_WHAT THIS TASK INVOLVES_.
Once the pictures are set aside, repeat all of the data below exactly.

_GIVEN MATERIAL_.
▬▬▬▬▬▬

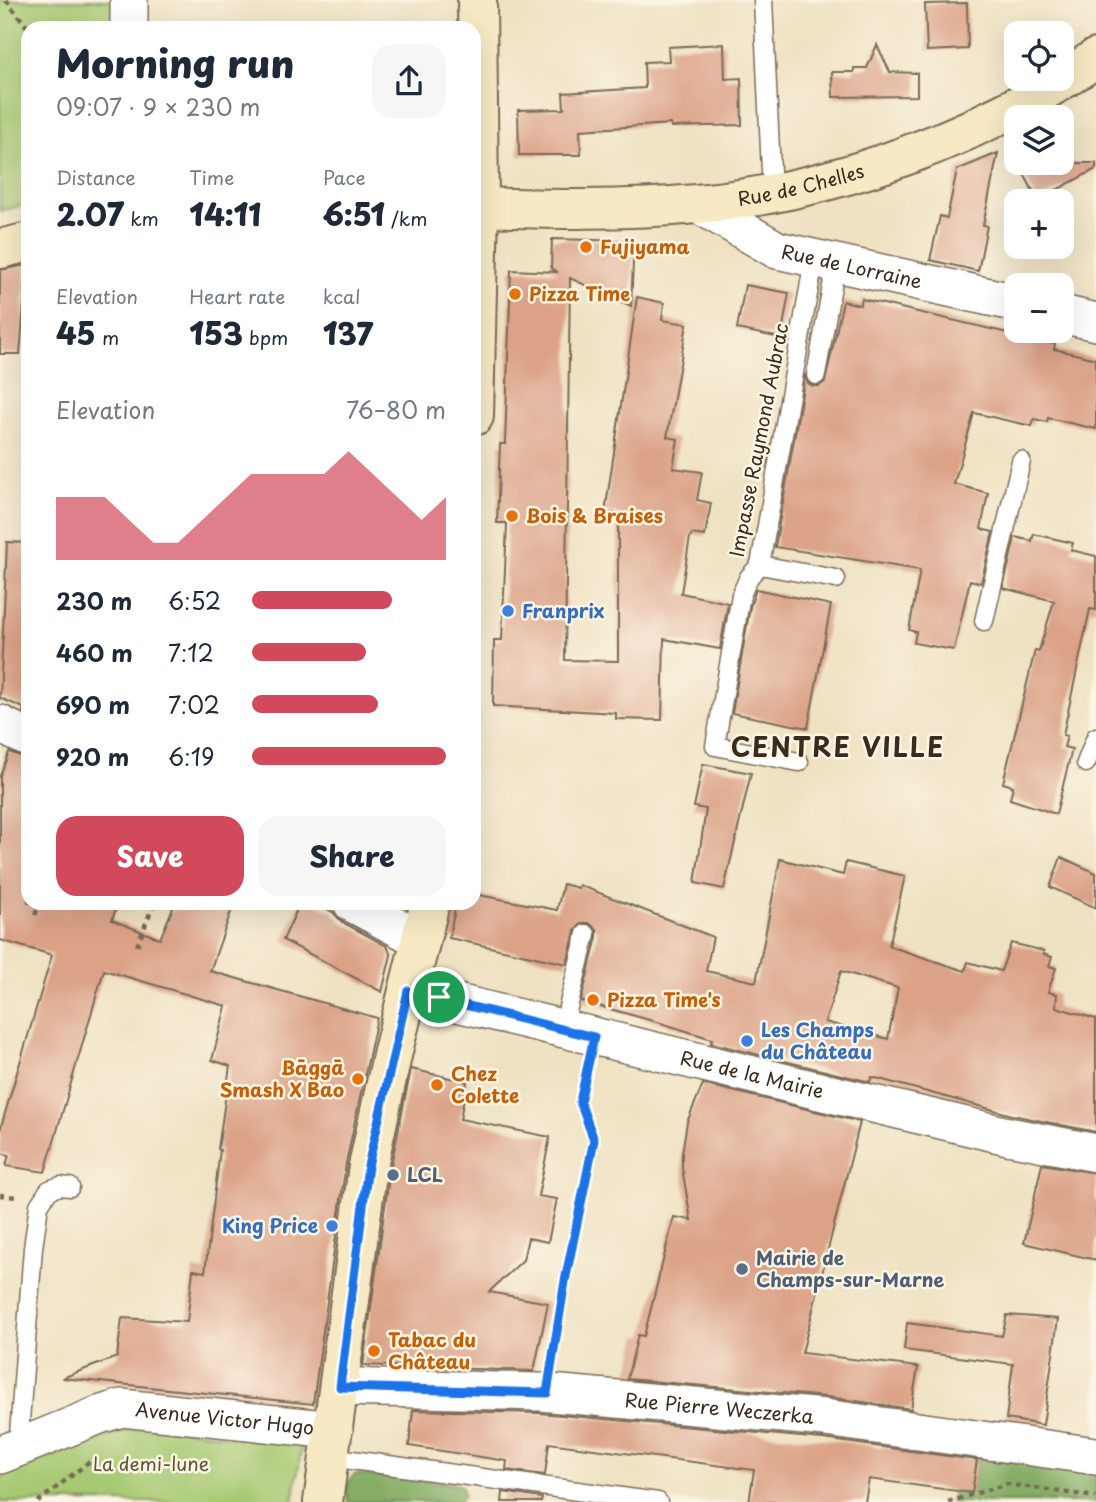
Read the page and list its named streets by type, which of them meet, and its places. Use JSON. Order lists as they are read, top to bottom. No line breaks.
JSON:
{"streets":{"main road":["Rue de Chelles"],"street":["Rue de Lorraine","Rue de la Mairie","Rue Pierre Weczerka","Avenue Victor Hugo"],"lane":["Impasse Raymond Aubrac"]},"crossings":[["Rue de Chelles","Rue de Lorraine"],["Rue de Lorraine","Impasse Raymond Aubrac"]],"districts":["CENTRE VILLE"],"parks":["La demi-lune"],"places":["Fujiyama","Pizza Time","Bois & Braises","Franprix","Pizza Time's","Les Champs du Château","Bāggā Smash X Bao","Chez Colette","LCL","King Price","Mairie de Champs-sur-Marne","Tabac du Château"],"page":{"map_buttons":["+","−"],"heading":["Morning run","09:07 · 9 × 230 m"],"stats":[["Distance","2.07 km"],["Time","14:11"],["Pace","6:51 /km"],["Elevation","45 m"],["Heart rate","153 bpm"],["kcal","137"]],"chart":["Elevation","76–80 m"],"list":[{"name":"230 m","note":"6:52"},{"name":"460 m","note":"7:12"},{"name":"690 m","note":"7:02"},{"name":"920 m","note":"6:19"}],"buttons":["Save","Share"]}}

▬▬▬▬▬▬

_RESULT FOR THIS EXERCISE_.
Read the page and list its named streets by type, which of them meet, and its places. Use JSON. Order lists as they are read, top to bottom. No line breaks.
JSON:
{"streets":{"main road":["Rue de Chelles"],"street":["Rue de Lorraine","Rue de la Mairie","Rue Pierre Weczerka","Avenue Victor Hugo"],"lane":["Impasse Raymond Aubrac"]},"crossings":[["Rue de Chelles","Rue de Lorraine"],["Rue de Lorraine","Impasse Raymond Aubrac"]],"districts":["CENTRE VILLE"],"parks":["La demi-lune"],"places":["Fujiyama","Pizza Time","Bois & Braises","Franprix","Pizza Time's","Les Champs du Château","Bāggā Smash X Bao","Chez Colette","LCL","King Price","Mairie de Champs-sur-Marne","Tabac du Château"],"page":{"map_buttons":["+","−"],"heading":["Morning run","09:07 · 9 × 230 m"],"stats":[["Distance","2.07 km"],["Time","14:11"],["Pace","6:51 /km"],["Elevation","45 m"],["Heart rate","153 bpm"],["kcal","137"]],"chart":["Elevation","76–80 m"],"list":[{"name":"230 m","note":"6:52"},{"name":"460 m","note":"7:12"},{"name":"690 m","note":"7:02"},{"name":"920 m","note":"6:19"}],"buttons":["Save","Share"]}}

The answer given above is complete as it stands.